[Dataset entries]
• • •
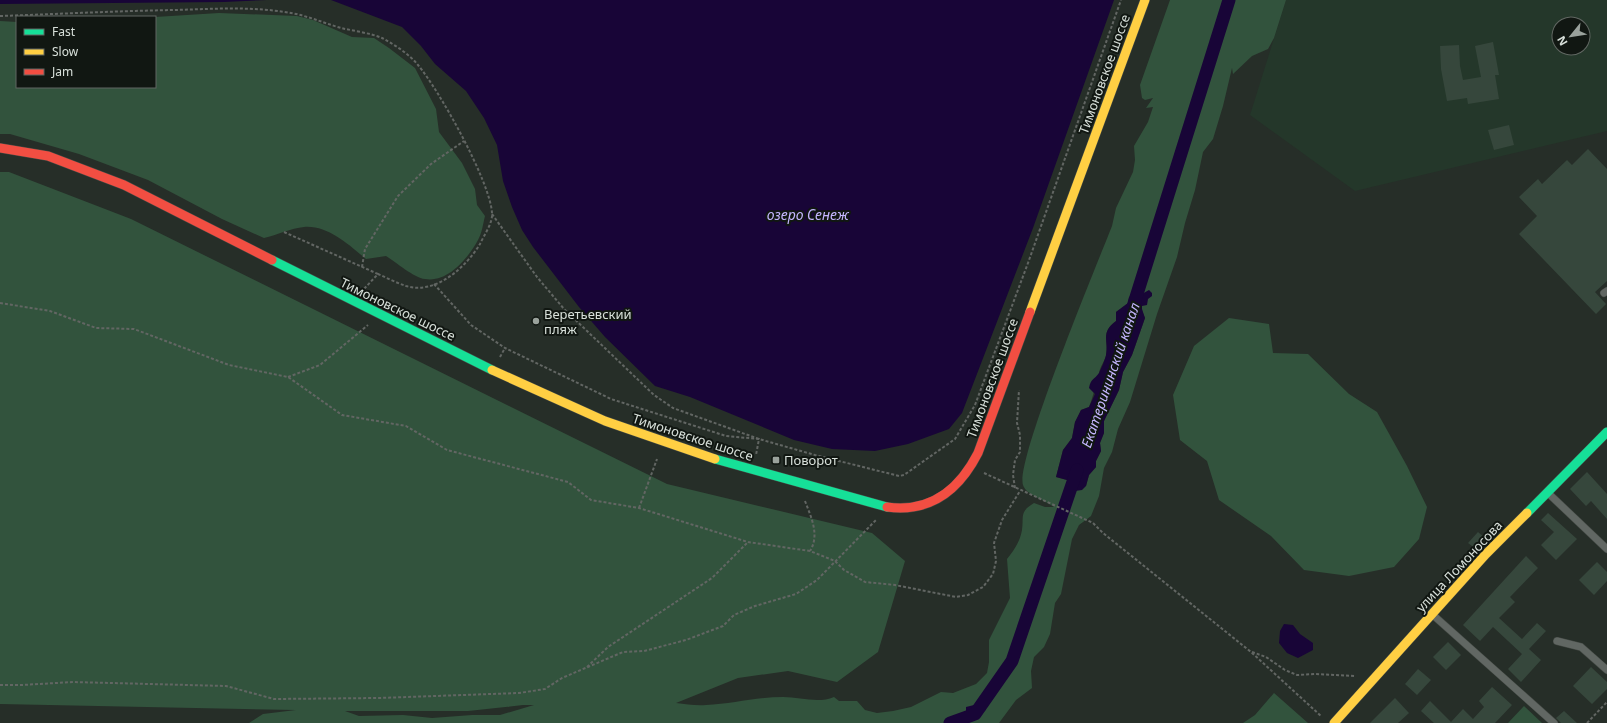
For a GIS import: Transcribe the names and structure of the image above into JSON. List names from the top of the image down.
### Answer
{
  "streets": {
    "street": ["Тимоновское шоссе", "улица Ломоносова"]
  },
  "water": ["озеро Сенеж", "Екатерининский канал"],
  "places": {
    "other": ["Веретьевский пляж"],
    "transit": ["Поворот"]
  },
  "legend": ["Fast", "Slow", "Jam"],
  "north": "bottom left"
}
• • •
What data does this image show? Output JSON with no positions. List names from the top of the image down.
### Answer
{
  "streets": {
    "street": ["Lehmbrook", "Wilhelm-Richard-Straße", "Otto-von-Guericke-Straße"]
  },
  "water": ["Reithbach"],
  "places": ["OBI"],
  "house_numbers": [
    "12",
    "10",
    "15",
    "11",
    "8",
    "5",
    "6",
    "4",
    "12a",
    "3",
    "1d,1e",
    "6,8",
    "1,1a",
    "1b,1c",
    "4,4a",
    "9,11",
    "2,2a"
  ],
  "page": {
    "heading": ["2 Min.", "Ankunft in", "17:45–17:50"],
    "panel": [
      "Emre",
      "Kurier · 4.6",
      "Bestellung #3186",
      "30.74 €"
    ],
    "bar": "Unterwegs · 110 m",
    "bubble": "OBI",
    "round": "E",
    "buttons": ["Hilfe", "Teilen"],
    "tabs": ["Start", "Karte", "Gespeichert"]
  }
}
• • •
▶ [Your assignment]: The word to find is "image". Copy every line of the records that holds it.

▶ [Exercise result]:
For a GIS import: Transcribe the names and structure of the image above into JSON. List names from the top of the image down.
What data does this image show? Output JSON with no positions. List names from the top of the image down.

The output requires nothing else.